Parallel jobs run on the compute partition and use the np QoS for regular users.

This queue is not the default, so make sure you explicitly define it your job directives before submission. 

Parallel jobs are allocated exclusive nodes, so they will not share resources with other jobs.

Efficient use of resources

Make sure the job is configured to fully utilise all the computing resources. For small parallel executions you may want to consider using fractional jobs instead.

Affinity

See HPC2020: Affinity for more information on how to set up the cpu binding properly for your parallel runs

MPI application

To spawn an MPI application you must use srun

MPI job example
#!/bin/bash
#SBATCH --job-name=test-mpi
#SBATCH --qos=np
#SBATCH --ntasks=512
#SBATCH --time=10:00
#SBATCH --output=test-mpi.%j.out
#SBATCH --error=test-mpi.%j.out

srun my_mpi_app

The example above would run a 512 task MPI application

Hybrid MPI + OpenMP

To spawn an MPI application you must use srun

This example runs a hybrid application spawning 128 MPI tasks, with each one of them opening up 4 threads.

Hybrid job example
#!/bin/bash
#SBATCH --job-name=test-hybrid
#SBATCH --qos=np
#SBATCH --ntasks=128
#SBATCH --cpus-per-task=4
#SBATCH --time=10:00
#SBATCH --output=test-hybrid.%j.out
#SBATCH --error=test-hybrid.%j.out

# Ensure OpenMP correct pinning
export OMP_PLACES=threads

srun -c $SLURM_CPUS_PER_TASK my_mpi_openmp_app

See man sbatch or https://slurm.schedmd.com/sbatch.html for the complete set of options that may be used to configure a job.

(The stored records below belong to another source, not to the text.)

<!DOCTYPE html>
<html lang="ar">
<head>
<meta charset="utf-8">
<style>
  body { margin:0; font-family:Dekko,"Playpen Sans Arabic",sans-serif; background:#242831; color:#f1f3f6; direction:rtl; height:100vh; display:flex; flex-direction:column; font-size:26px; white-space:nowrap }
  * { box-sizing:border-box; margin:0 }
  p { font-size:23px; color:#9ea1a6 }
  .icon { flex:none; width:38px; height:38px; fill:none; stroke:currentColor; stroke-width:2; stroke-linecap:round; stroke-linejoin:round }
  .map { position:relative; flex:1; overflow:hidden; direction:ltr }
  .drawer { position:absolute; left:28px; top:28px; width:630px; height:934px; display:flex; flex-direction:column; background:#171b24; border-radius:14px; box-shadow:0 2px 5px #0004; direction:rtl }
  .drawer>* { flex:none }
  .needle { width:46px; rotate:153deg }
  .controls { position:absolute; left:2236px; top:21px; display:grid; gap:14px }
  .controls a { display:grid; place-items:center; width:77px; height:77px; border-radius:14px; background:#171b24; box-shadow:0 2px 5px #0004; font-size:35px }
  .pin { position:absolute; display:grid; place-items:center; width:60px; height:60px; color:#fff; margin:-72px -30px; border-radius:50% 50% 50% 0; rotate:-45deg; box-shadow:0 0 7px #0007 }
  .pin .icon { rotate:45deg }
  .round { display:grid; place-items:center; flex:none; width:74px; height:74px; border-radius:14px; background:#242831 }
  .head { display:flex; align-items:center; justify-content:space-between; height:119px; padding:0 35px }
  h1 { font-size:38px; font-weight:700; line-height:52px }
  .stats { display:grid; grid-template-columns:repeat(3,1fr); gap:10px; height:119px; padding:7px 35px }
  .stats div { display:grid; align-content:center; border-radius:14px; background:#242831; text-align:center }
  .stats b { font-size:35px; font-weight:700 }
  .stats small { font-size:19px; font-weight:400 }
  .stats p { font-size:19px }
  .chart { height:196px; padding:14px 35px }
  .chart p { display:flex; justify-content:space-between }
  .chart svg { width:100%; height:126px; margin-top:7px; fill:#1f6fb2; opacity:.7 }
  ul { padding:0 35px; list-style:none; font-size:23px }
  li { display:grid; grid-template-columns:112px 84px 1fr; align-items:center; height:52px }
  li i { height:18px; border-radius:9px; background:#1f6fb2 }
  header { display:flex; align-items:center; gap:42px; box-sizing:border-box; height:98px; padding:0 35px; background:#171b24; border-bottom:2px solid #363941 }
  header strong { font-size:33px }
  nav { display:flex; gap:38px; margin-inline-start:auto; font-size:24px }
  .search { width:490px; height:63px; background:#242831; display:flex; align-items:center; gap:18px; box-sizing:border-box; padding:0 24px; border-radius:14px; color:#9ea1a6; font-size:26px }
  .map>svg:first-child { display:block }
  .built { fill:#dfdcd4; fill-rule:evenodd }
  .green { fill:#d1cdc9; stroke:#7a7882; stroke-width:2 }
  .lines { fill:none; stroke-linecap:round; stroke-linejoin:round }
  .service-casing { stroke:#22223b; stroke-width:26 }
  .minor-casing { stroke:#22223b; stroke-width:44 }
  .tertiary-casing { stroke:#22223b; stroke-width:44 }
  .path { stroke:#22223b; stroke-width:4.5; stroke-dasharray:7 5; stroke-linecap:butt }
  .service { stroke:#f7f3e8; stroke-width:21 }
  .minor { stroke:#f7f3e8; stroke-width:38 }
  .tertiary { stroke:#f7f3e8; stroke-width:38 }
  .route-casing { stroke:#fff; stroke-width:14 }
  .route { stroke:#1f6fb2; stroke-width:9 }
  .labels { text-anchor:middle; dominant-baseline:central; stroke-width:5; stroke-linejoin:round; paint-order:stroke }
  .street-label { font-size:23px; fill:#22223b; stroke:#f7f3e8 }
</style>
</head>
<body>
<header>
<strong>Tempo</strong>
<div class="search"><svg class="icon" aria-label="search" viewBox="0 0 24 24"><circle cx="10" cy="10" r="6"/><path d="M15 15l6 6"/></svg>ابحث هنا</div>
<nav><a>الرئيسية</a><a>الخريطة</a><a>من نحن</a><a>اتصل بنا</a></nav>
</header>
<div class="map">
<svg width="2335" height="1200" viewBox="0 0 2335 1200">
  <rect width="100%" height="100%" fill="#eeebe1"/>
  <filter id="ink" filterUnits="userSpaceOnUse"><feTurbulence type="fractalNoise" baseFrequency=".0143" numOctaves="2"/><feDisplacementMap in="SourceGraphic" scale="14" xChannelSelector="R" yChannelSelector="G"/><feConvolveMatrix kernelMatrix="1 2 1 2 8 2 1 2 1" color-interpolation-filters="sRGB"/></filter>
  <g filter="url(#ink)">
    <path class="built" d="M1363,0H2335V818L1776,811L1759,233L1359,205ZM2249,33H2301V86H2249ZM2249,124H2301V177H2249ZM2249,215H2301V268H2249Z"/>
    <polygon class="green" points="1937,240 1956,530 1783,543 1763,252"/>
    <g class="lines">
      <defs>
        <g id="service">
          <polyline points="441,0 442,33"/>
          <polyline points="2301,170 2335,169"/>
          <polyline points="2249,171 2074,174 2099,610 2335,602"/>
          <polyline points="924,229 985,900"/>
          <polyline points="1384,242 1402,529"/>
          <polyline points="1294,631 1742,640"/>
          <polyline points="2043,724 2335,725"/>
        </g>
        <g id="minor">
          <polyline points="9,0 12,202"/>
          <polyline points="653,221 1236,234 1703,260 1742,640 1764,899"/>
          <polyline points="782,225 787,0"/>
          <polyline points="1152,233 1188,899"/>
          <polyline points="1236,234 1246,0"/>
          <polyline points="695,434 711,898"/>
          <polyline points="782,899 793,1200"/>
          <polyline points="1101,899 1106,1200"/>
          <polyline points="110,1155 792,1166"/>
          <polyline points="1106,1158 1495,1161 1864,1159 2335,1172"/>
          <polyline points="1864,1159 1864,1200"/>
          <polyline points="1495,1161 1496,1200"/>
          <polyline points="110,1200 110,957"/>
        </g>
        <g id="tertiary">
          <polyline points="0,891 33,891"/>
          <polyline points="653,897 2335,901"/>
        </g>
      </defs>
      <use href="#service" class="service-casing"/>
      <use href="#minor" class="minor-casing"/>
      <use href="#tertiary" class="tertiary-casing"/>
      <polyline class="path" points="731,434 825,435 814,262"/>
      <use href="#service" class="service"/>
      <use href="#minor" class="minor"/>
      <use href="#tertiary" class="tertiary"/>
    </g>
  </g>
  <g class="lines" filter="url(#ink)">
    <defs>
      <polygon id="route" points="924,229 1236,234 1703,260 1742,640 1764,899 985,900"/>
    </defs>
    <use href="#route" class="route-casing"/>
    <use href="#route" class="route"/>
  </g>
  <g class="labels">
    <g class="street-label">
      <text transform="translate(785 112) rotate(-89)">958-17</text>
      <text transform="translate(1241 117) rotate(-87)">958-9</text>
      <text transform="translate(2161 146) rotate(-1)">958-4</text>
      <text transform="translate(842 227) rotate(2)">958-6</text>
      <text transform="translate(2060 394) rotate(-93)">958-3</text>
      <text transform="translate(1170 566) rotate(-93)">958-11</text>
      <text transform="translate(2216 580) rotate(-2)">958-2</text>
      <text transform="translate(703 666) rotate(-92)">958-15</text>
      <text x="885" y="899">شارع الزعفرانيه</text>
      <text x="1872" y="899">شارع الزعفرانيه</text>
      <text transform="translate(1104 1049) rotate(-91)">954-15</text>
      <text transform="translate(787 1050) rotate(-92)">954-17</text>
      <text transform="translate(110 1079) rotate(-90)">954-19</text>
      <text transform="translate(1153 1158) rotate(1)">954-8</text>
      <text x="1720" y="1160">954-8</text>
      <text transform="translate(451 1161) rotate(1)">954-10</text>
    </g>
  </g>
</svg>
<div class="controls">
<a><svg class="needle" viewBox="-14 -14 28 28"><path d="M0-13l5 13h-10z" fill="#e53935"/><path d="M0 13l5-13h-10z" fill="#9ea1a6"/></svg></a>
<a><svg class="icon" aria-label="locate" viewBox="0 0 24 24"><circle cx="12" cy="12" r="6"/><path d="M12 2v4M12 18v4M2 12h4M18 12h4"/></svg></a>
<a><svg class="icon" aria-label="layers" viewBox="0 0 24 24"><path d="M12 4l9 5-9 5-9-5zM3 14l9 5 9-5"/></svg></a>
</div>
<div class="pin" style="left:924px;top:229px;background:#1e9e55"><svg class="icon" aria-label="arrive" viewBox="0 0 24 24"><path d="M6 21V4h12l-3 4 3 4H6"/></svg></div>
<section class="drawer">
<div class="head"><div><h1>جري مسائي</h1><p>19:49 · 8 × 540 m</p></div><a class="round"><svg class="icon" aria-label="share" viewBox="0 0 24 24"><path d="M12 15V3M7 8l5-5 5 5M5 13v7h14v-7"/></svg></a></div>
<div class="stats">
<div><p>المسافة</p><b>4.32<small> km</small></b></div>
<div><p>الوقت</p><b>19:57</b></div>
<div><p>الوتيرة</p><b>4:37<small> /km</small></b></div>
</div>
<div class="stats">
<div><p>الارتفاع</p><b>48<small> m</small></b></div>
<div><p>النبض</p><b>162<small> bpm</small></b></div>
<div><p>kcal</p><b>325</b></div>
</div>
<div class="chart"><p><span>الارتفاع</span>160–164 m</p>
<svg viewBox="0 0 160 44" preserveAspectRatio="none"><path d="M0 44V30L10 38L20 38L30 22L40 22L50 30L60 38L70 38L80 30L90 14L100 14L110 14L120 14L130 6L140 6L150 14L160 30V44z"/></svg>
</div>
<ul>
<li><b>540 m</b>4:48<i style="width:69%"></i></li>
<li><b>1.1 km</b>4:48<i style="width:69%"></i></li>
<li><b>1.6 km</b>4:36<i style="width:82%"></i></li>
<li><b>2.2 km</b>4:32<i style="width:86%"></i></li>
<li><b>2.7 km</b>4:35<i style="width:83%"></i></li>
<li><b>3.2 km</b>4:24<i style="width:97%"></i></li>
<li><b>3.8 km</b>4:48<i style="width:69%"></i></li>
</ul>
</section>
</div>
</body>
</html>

Heterogeneous job and MPMD

To spawn an MPI application you must use srun

This example runs a hybrid Multiple Program Multiple Data (MPMD) application, requiring different geometries for different parts of the MPI execution. The job allocates 3 nodes, and then uses the first one to run executable1 with 64 tasks and 2 threads per rank, while the remaining two nodes are used to run the second executable on 64 tasks and 4 threads per rank.

MPMD job example with heterogeneous geometry
#!/bin/bash
#SBATCH --job-name=test-het
#SBATCH --qos=np
#SBATCH --nodes=3
#SBATCH --hint=nomultithread
#SBATCH --time=10:00
#SBATCH --output=test-het.%j.out
#SBATCH --error=test-het.%j.out

# Needed to avoid occasional job hang at exit
export SLURM_MPI_TYPE=none

# Ensure OpenMP correct pinning
export OMP_PLACES=threads

srun -N1 -n 64 -c 2 executable1 : -N2 -n 64 -c 4 executable2

The minimum allocation for each part of the heterogeneous execution is one node.